Stored data entries:
——

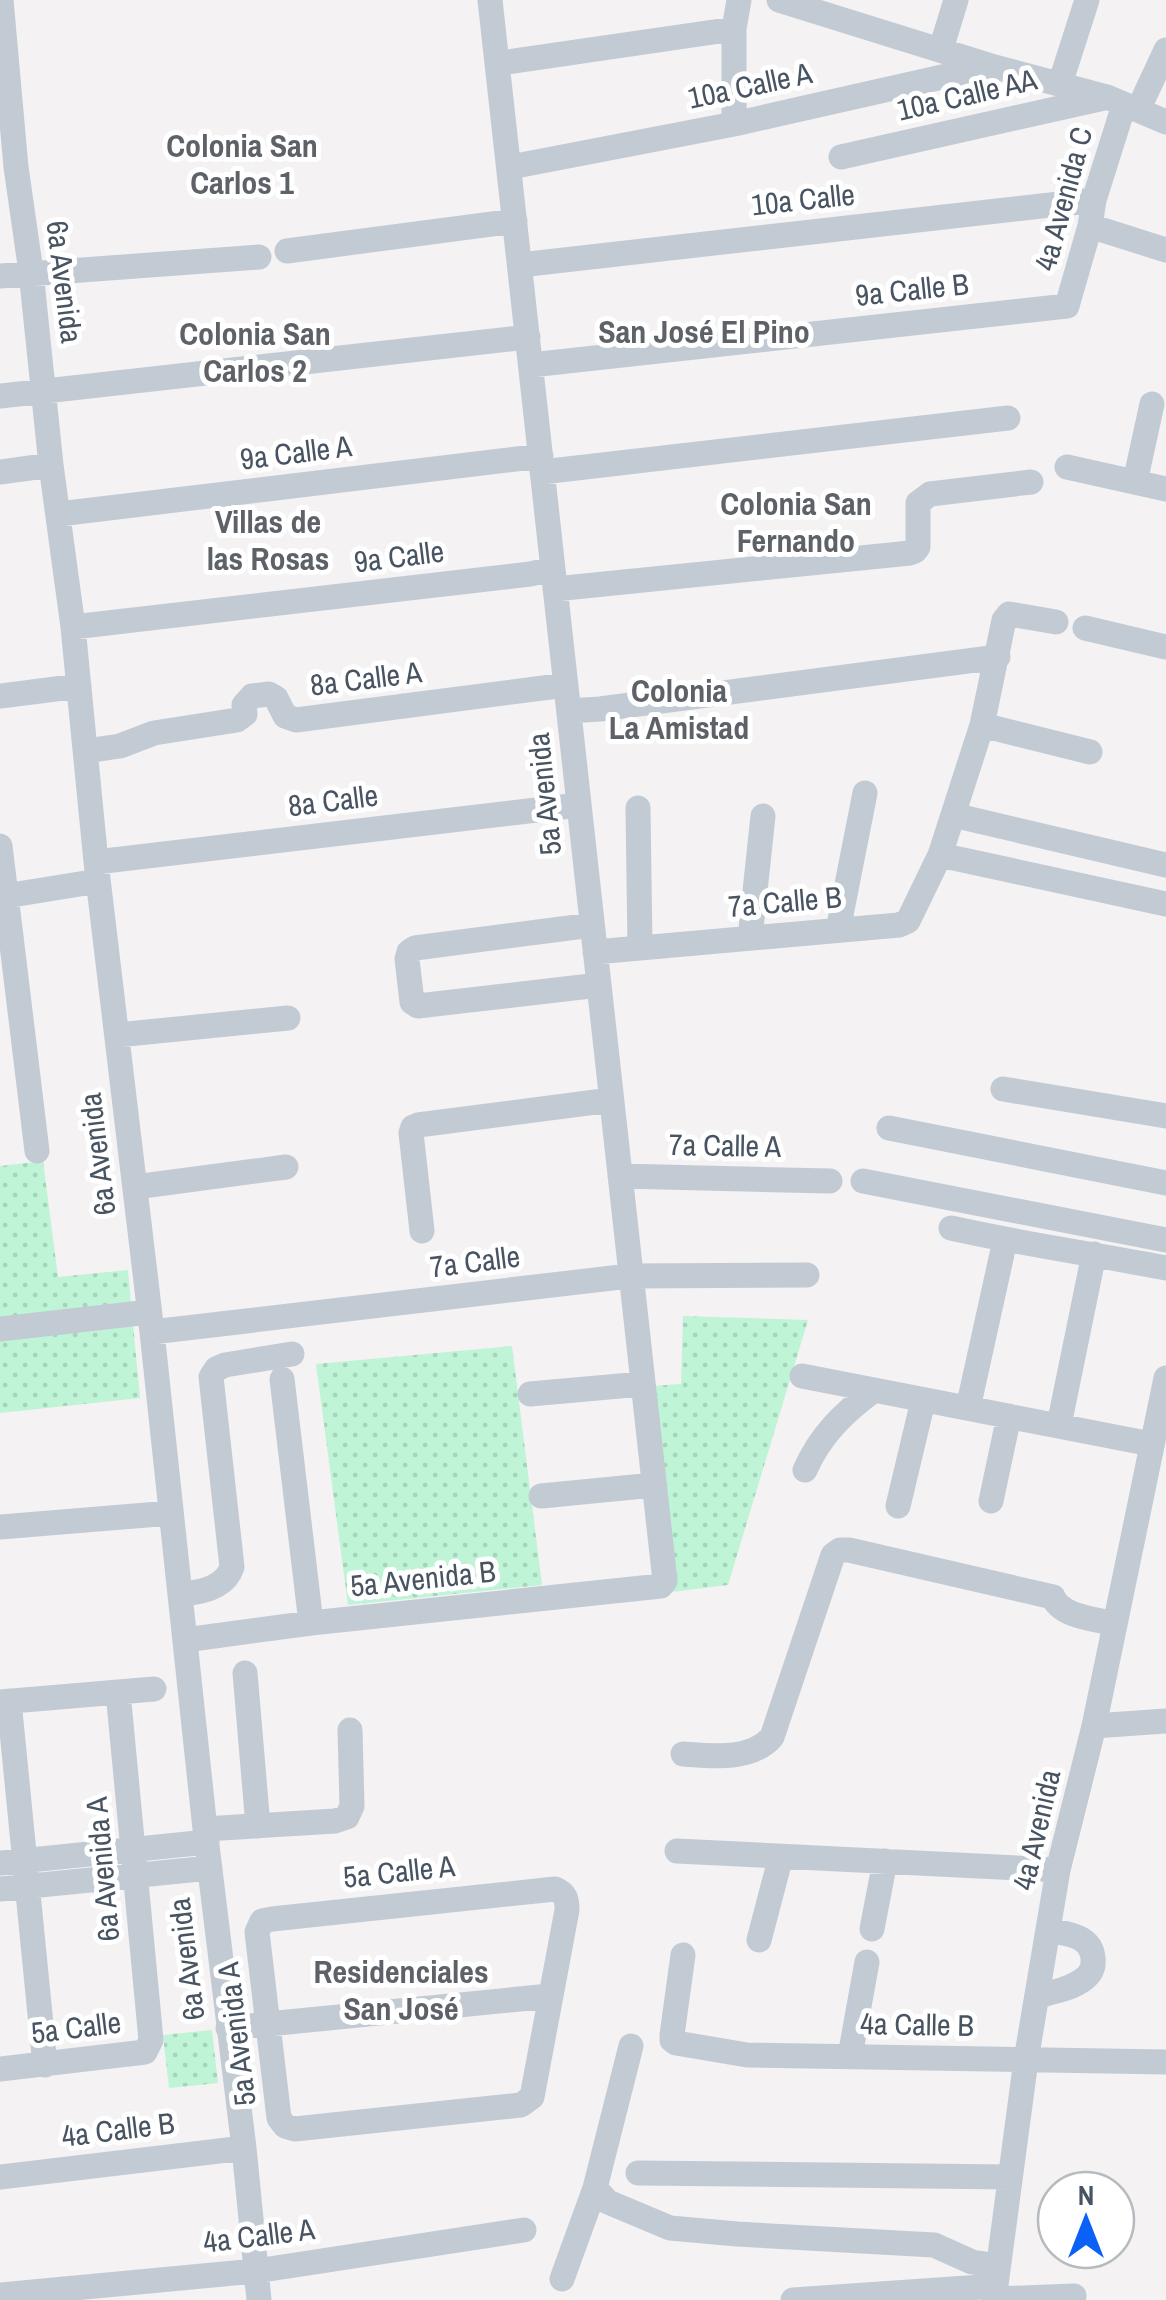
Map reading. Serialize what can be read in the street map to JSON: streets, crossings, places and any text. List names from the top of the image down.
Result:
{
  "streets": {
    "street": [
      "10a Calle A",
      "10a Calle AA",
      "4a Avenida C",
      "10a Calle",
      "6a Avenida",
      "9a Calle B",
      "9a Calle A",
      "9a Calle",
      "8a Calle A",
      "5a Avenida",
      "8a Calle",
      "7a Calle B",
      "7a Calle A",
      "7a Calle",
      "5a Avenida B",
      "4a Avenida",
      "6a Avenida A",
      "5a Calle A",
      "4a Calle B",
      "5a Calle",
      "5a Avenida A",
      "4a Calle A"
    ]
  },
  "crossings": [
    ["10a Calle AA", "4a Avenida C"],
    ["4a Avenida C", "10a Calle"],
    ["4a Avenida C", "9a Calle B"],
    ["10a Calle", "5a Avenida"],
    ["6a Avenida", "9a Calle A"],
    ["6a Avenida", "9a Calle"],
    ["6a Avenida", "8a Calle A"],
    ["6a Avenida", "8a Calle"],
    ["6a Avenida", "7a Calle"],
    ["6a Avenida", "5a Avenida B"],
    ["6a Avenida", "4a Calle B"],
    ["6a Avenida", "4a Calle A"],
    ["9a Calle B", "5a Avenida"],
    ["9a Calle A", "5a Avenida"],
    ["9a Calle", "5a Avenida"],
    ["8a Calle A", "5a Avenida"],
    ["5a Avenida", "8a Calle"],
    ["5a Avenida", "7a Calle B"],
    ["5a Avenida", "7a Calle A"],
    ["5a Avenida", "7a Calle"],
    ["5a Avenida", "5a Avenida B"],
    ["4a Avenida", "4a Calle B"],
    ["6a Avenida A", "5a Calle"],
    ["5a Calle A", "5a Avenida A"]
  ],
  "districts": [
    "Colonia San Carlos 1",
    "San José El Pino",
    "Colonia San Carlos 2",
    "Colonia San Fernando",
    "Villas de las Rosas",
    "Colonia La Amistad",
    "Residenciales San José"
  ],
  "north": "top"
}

——

Restate the records above verbatim. Pictures stay out.

# [Answer]
Map reading. Serialize what can be read in the street map to JSON: streets, crossings, places and any text. List names from the top of the image down.
Result:
{
  "streets": {
    "street": [
      "10a Calle A",
      "10a Calle AA",
      "4a Avenida C",
      "10a Calle",
      "6a Avenida",
      "9a Calle B",
      "9a Calle A",
      "9a Calle",
      "8a Calle A",
      "5a Avenida",
      "8a Calle",
      "7a Calle B",
      "7a Calle A",
      "7a Calle",
      "5a Avenida B",
      "4a Avenida",
      "6a Avenida A",
      "5a Calle A",
      "4a Calle B",
      "5a Calle",
      "5a Avenida A",
      "4a Calle A"
    ]
  },
  "crossings": [
    ["10a Calle AA", "4a Avenida C"],
    ["4a Avenida C", "10a Calle"],
    ["4a Avenida C", "9a Calle B"],
    ["10a Calle", "5a Avenida"],
    ["6a Avenida", "9a Calle A"],
    ["6a Avenida", "9a Calle"],
    ["6a Avenida", "8a Calle A"],
    ["6a Avenida", "8a Calle"],
    ["6a Avenida", "7a Calle"],
    ["6a Avenida", "5a Avenida B"],
    ["6a Avenida", "4a Calle B"],
    ["6a Avenida", "4a Calle A"],
    ["9a Calle B", "5a Avenida"],
    ["9a Calle A", "5a Avenida"],
    ["9a Calle", "5a Avenida"],
    ["8a Calle A", "5a Avenida"],
    ["5a Avenida", "8a Calle"],
    ["5a Avenida", "7a Calle B"],
    ["5a Avenida", "7a Calle A"],
    ["5a Avenida", "7a Calle"],
    ["5a Avenida", "5a Avenida B"],
    ["4a Avenida", "4a Calle B"],
    ["6a Avenida A", "5a Calle"],
    ["5a Calle A", "5a Avenida A"]
  ],
  "districts": [
    "Colonia San Carlos 1",
    "San José El Pino",
    "Colonia San Carlos 2",
    "Colonia San Fernando",
    "Villas de las Rosas",
    "Colonia La Amistad",
    "Residenciales San José"
  ],
  "north": "top"
}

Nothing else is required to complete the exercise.